Plasma cutting bladesteel

CDH

Joined
Jun 8, 2007
Messages
283
The guy I talked to was boasting about something around 1000"/min cutting 1" mild steel plate. I only consider this because it is a fab shop we use at work and the guy offered to try it for free...and I have a 36" bar of 154CM waiting to be cut into blades....and I have a CAD layout already done.

Worth a try or asking for trouble? I was particularly worried about depth of decarb and overheating at the cut sites...I know waterjet would avoid all this, but for free (initially, and local in the future) I figured it was worth looking into. Is it workable at all? Plan on oversizing by 1/16" or so to grind out overheated areas?

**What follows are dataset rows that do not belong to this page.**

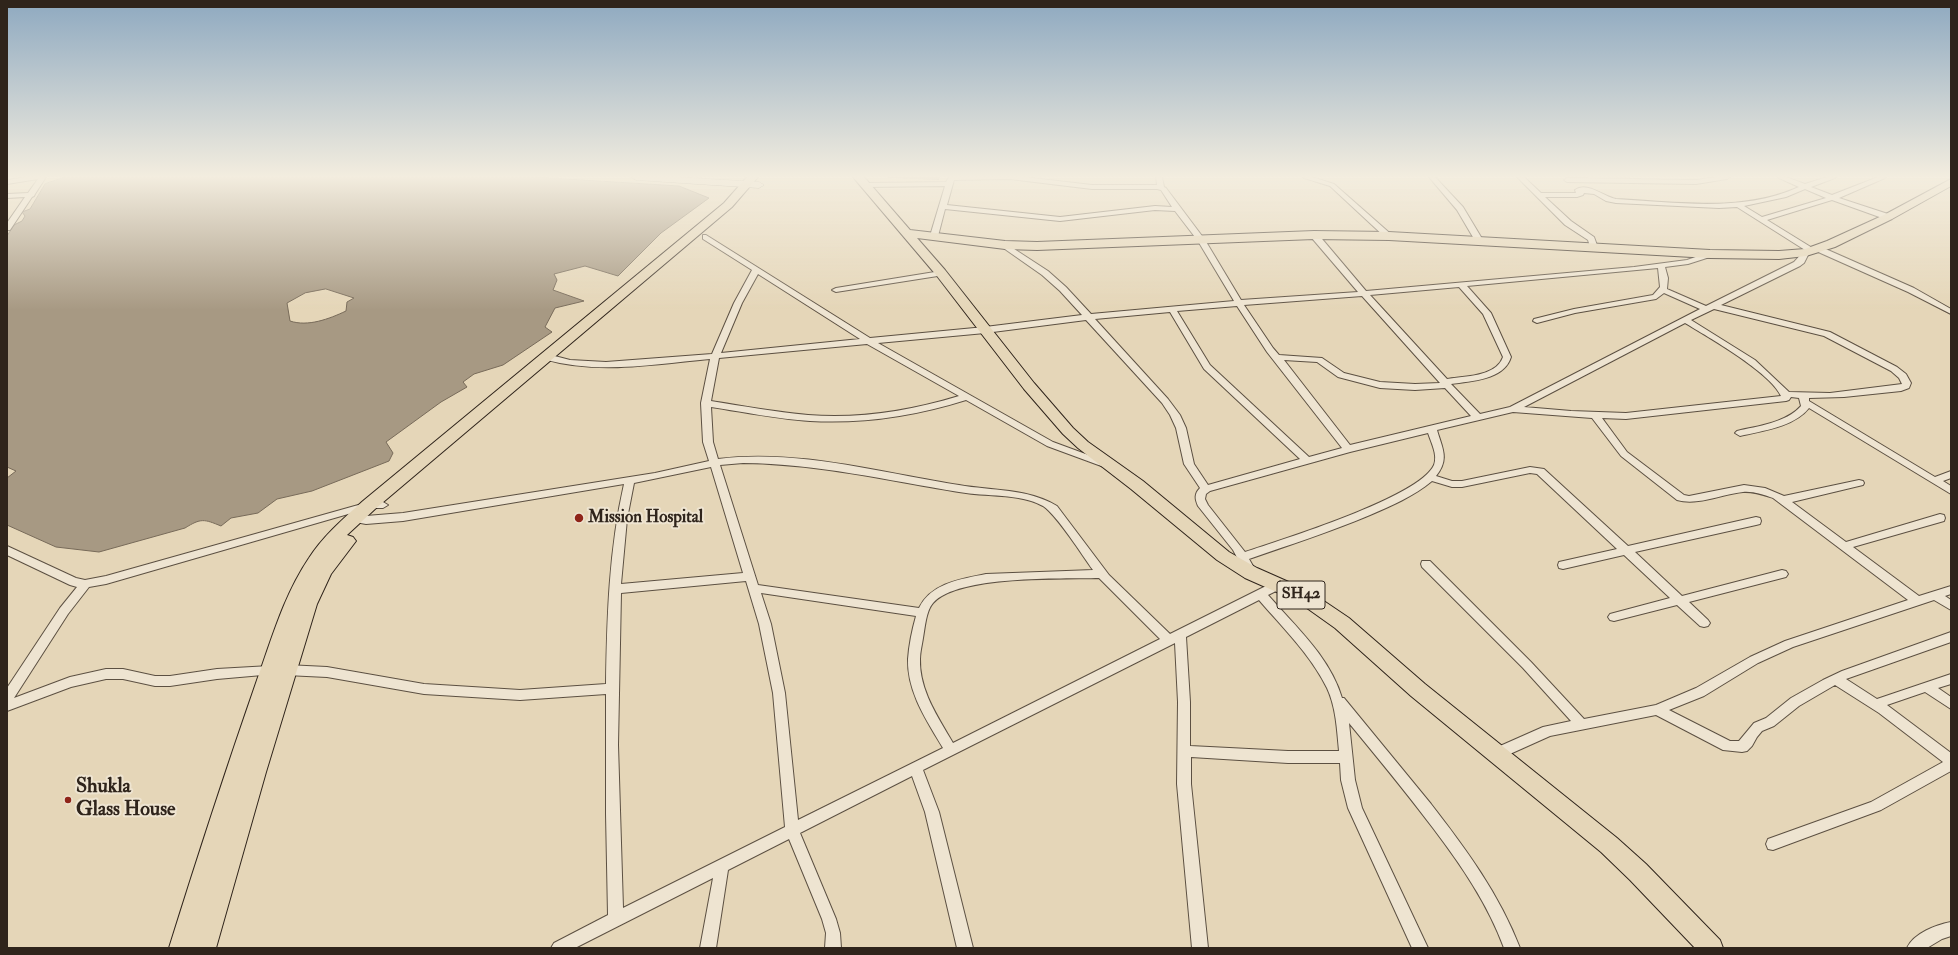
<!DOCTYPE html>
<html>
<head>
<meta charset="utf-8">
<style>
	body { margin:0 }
	#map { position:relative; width:1958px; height:955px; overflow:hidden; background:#e5d6b8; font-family:"IM FELL Double Pica",serif }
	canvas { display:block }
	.frame { position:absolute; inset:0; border:8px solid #2f241b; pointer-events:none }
</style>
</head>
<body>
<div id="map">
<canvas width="1958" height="955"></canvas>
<div class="frame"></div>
</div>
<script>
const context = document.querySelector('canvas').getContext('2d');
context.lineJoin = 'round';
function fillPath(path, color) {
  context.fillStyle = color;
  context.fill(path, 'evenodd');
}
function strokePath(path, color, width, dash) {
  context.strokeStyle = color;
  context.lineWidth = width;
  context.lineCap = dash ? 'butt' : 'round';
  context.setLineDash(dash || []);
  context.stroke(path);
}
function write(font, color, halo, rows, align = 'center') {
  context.font = font + ' "IM FELL Double Pica",serif';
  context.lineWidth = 4;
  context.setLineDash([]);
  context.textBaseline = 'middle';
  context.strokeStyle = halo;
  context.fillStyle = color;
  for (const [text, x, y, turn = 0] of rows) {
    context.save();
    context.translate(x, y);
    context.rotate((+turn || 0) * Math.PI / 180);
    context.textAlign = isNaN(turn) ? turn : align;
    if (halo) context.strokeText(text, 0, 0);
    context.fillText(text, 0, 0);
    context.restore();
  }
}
const water = new Path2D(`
	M65,177H535L679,186L709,198L661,233L618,276L585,266L554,274L557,280L553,290L584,301L555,308L545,327L552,332L503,365L474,374L463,382L467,387L441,402L386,442L393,453L389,461L312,491L277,499L258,513L231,518L221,526C204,519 201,518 185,528L99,552L56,547L7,525V478L16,471L7,467V236L14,225L22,221L25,216L22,212L30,209L45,184ZM326,289L354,298L347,302L346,311C329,319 308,327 290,321L287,303L305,293Z`);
fillPath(water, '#a79983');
strokePath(water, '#776a59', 1);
const street = new Path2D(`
	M27,177H46L35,194L34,196L32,197L10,230H7V223L25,197L7,198V194L28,193L38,179L7,184V180Z
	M949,177H1024L1092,185H1157L1156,177H1162L1164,187L1166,188L1205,240L1241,300L1358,292L1311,237V233H1317L1366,291L1634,267L1687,260L1710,252H1713V256L1688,264L1665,267L1668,278L1667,289L1706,306L1794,262L1805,250L1737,207L1719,208L1616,203L1606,201L1594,194L1584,193L1583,195L1577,197H1545L1571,221L1594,237L1598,248L1594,250H1591L1588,240L1565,225L1517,177H1524L1541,193H1576L1575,190C1587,181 1604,197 1616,199C1676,202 1742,213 1799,187L1779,178L1778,177H1786L1805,184L1827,177H1836L1835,178L1811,187L1832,195L1878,177H1886L1885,178L1839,198L1891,215V219H1885L1832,200L1767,220L1814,249L1815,247H1821L1914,288L1951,309V314L1908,292L1816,251L1815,253H1809L1804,263L1800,266L1721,305L1830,332L1897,367L1906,374L1911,383L1909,388L1901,391L1844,397L1809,398V401L1935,477L1951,471V478L1943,481L1951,486V494L1809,408C1794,427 1762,431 1740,436L1735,433L1737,431C1757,426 1786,423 1801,406L1799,398L1791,397L1789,400L1786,401L1626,419L1602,418L1627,452L1684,495L1689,496L1744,485L1765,488L1784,496L1859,480L1863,481L1864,483L1863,485L1792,502L1846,542L1940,514L1944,515L1945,518L1944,521L1853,547L1919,596L1951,586V594L1945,596L1951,600V610L1934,600L1793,647L1758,663L1704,696L1669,710L1730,741H1739L1754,723L1766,718L1791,698L1823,680L1842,671L1951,632V642L1846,679L1877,699L1951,674V684L1938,688L1951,697V709L1925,692L1887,705L1951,753V771L1881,810L1773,850L1768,849L1766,844L1768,839L1871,802L1943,762L1879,713L1835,685L1799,706L1774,726L1762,731L1757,737L1752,746L1747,751L1742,752L1723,750L1656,715L1550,736L1501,758L1496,760L1491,758L1490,754L1491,750L1543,727L1571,721L1523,668L1422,567L1421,564L1422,561H1430L1531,662L1584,719L1656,705L1696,688L1750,657L1785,641L1908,600L1773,498C1764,495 1753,491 1743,492C1722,494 1698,506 1677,500L1621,456L1592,418L1513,412L1437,430C1442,448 1450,459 1436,476L1452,481H1462L1530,467L1544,469L1628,546L1756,517L1760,518L1761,521L1760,524L1756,525L1635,552L1682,596L1782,570L1786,571L1788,574L1786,577L1689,602L1708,620L1710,623L1708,626L1704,627L1700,626L1677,605L1614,621L1610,620L1608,617L1610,614L1670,598L1624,555L1563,569L1559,568L1558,565L1559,562L1617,549L1537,474L1530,473L1462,487H1452L1432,481C1414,496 1391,506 1370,515C1330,532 1289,545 1249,559L1257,573L1255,576H1247L1233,550L1198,506C1195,499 1194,494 1200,488L1184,464L1176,428L1170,415L1162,403L1086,320L985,333L878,343L1053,442L1110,463L1112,465L1110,467H1104L1047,446L966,400C915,416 863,424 810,421C777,419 744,412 711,407L713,442L718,459C799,449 880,473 959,485C992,491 1027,488 1057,506L1109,575L1170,634L1274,582H1282L1284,585L1282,588L1268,595C1295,626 1330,657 1342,698H1344C1373,733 1402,769 1431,804C1466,849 1499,894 1520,948H1504C1488,904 1461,865 1433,828C1406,792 1377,757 1349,723L1355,780L1362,808L1428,948H1412L1348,808L1341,780L1340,763H1288L1191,757V784L1208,948H1192L1177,784L1178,702L1175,643L923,770L939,812L973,948H957L925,812L912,776L800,833L836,919L840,933L841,948H825L826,933L822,919L789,839L728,870L716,948H700L713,878L575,948H551L554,943L608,915L606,814V694L520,700L424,694L327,677L286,675L282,673L280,670L282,667L286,665L327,667L424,684L520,690L606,684C607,617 609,550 624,484L403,521L366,524L350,521L349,518L354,514L366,516L403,513L655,473L709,461L703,442L701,403L710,359C655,364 598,375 544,359L543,357L547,354L570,360L606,362L712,354L734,303L752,270L703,239V235H706L870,338L985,327L1082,315L1060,291L1042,275L1002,247V243H1005L1048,271L1066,287L1091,314L1234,301L1198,241L1175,211L1155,210L1060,221L945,209L938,236L934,238L930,236L945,186L865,187L862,185L865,183L946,182ZM1010,179L1092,189H1157L1161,190L1172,207L1155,206L1060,217L947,205L954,180ZM1805,189L1826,198L1762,217L1744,206L1786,197ZM1658,268L1660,287L1653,295L1574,309L1534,319L1533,321L1537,323L1575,313L1656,299L1664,293L1700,309L1510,407L1480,414L1451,384C1472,381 1504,380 1511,357L1491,313L1467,286ZM758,274L860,339L721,353L742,303ZM1459,287L1483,314L1503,357C1496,377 1464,376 1447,379L1370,295ZM1362,296L1440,383L1415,384L1380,382L1344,373L1322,358L1279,355L1273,348L1244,305ZM1237,306L1267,352L1342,448L1309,457L1210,365L1177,311ZM1714,309L1824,336L1891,371L1899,378L1902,384L1830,393L1789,392L1755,360L1691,320ZM1170,312L1204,369L1300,459L1208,485L1194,464L1186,428L1180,415L1168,399L1095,319ZM1685,323C1708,337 1770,372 1781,396L1626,413L1571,411L1524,407ZM867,344L959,396C910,411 859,419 808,415C775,412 743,406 711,401L719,358ZM1284,360L1317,362L1338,377L1380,388L1415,390L1445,388L1471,416L1350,445ZM1428,433C1431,442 1438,455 1434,465C1420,497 1281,540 1245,552L1208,505L1205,499L1206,494L1210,491L1350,452ZM743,463C819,464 885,480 959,492C986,497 1019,493 1043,506C1057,515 1082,555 1093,570L986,574C961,579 931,583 919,608L758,585L720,465ZM711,467L743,573L621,584L627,519L634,483ZM1099,578L1160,639L953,743C938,717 919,690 920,659C920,652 922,645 923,638C925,627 926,611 933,603C958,575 1061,579 1099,578ZM746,581L759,624L773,693L785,827L623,908L618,745L621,593ZM761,593L916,616C912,630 909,645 908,659C907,692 927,721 943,748L798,820L785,693L771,624ZM1259,600C1283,628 1310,654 1327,688C1336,707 1337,730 1339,751H1288L1190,746V702L1186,637Z
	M1303,177H1312L1334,184L1393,236L1389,238H1386L1330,186L1304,178Z
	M1429,177H1435L1463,207L1484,242L1483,244H1477L1457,210Z
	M1716,177H1730L1727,179L1696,184L1567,182L1564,180L1567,178L1696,180Z
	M941,271H944V275L836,292L832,290L836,288Z
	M369,502H383L388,505L383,508H369L106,584L89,587L68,614L14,698L70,677L106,669H123L155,676H170L217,669L270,666L274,668L276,671L274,674L217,679L170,686H155L123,679H106L71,687L7,711V688L60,608L77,587L70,585L7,555V546L76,578L85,580L106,576Z
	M1951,922V936L1942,939L1927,948H1907C1914,933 1936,925 1951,922Z`);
const secondary = new Path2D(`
	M631,177H678L759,182L764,185L759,188L636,180Z`);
const primary = new Path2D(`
	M747,177H758L732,207L375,509L347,535L353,537L356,541L331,574L317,604L266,772L216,948H169C197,858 226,769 257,680C272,638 284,595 309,558C323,536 344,518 363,501L724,203Z
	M853,177H864L910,230L1005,241L1037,242L1314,231L1389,232L1710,250L1779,251L1805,249L1827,241L1884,215L1951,179V186L1892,219L1835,247L1806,256L1779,259L1710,258L1389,240L1314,239L1037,250L1005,249L917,238L945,270L1034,383L1073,428L1088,442L1143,481L1229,552L1257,568L1309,591L1349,618L1425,684L1617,838L1646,864L1720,940L1723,948H1695L1630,880L1601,852L1411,696L1335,628L1297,601L1245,578L1217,560L1131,489L1078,448L1063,434L1024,389L937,276Z`);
strokePath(street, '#5c5042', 2);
strokePath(secondary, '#2f241b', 1);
strokePath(primary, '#2f241b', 2);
fillPath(street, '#eee4d1');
fillPath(secondary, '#eee4d1');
fillPath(primary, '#e5d6b8');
fillPath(new Path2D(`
	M887,177H940L939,180L889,178Z`), '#7a6f5e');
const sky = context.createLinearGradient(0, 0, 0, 310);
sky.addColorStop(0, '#8ea9c0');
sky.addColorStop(0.57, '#f3eddf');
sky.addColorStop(1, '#f3eddf00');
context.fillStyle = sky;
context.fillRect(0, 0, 1958, 310);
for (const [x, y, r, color] of [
	[579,518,5,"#8f2418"],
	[68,800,4,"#8f2418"]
]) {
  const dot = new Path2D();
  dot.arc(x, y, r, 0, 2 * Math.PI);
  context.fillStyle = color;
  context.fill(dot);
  strokePath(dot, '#eee4d1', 1.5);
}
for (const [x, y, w] of [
	[1301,595,48]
]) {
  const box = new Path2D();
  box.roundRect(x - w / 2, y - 14, w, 28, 3);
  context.fillStyle = '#eee4d1';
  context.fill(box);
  strokePath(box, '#2f241b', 1);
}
write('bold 16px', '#2f241b', null, [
	["SH42",1301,595]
]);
write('bold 17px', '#2f241b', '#eee4d1', [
	["Mission Hospital",588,518]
], 'left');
write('bold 20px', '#2f241b', '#eee4d1', [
	["Shukla",76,788],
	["Glass House",76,811]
], 'left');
</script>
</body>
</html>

Would it work better on the simpler steels like 10XX through O1 as opposed to high alloy steels?
 
From what I have read there's some hardening in the zones around the cuts that have to be taken into consideration. You'd have to have the blanks oversized then grind the profile down to clean up the hardened areas. I have no first hand knowledge but just from what I've read. So take this for what it's worth :p
 
You won't get decarb as the time at temperature is too short. You will harden the edges.You could grind it off but tempering , I think, is a better way [1200 F ,1 hour].
 
I have one of the plasma cutters and the 1/16" each cut is fine on plate.By the time you grind the torch marks off the hard is pretty much gone.
 
I have a plasma also. Haven't used it for anything good in 2 years. But free is free and you get what you pay for. In my opinion its not worth all the time it would take to grind and clean up the parts plus all of the scrap it would create. 154Cm is not exactly cheap mid steel. Get him to do a blank or two for you from a piece of mild steel to see if you like it before you hand over the good stuff.;)
 
I've been using a plasma cutter for some 5160 blade blanks and it's workin great but I wouldn't use it for any air hardening steel...just started using some s90v and there's no way that I'll use it for that cuz you look at that stuff crosseyed and it gets hard! Water jet is the way to go with the airhardening! They do cut with plasma submerged but I have no idea how that works...this guy may know but I still wouldn't do it on the air hardening...If it's free, go for it! Bill
 
No dought the water jet is the better way to cut.But if an idea enters my head i can draw it,cut it, and be working on it in no time.If it works out and i wanted a bunch of my design I would send it to the water jet.One more thing,dont cut pin or bolt holes with the plasma,lots of broken drill bits and they wont be close to right.